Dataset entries
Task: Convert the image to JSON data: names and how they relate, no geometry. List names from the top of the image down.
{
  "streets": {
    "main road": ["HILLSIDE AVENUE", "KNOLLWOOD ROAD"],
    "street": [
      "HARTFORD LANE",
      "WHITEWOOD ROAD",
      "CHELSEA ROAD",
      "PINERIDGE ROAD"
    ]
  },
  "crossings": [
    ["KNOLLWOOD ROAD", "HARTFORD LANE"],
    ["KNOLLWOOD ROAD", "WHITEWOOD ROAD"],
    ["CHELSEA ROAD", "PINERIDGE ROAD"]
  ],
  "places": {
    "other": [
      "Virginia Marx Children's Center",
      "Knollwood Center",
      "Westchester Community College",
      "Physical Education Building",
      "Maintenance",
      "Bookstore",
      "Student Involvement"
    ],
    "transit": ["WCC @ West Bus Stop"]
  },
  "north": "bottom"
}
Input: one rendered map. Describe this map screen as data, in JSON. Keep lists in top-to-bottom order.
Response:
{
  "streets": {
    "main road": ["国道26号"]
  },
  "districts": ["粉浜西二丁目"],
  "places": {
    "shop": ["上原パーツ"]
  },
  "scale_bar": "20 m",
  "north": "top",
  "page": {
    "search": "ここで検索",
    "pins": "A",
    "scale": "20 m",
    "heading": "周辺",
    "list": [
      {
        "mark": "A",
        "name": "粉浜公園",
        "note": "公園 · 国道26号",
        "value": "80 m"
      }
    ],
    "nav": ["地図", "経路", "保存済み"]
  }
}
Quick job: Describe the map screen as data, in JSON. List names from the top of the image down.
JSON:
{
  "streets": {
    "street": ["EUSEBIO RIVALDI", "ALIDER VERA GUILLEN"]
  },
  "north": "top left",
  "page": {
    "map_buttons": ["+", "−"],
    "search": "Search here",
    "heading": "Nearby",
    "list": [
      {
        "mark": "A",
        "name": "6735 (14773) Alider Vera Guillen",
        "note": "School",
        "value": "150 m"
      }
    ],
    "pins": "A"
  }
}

### PROBLEM TO SOLVE
Identify the lines of the data that contain the word "screen". Copy each of them.

### SOLUTION FOR THIS EXERCISE
Input: one rendered map. Describe this map screen as data, in JSON. Keep lists in top-to-bottom order.
Quick job: Describe the map screen as data, in JSON. List names from the top of the image down.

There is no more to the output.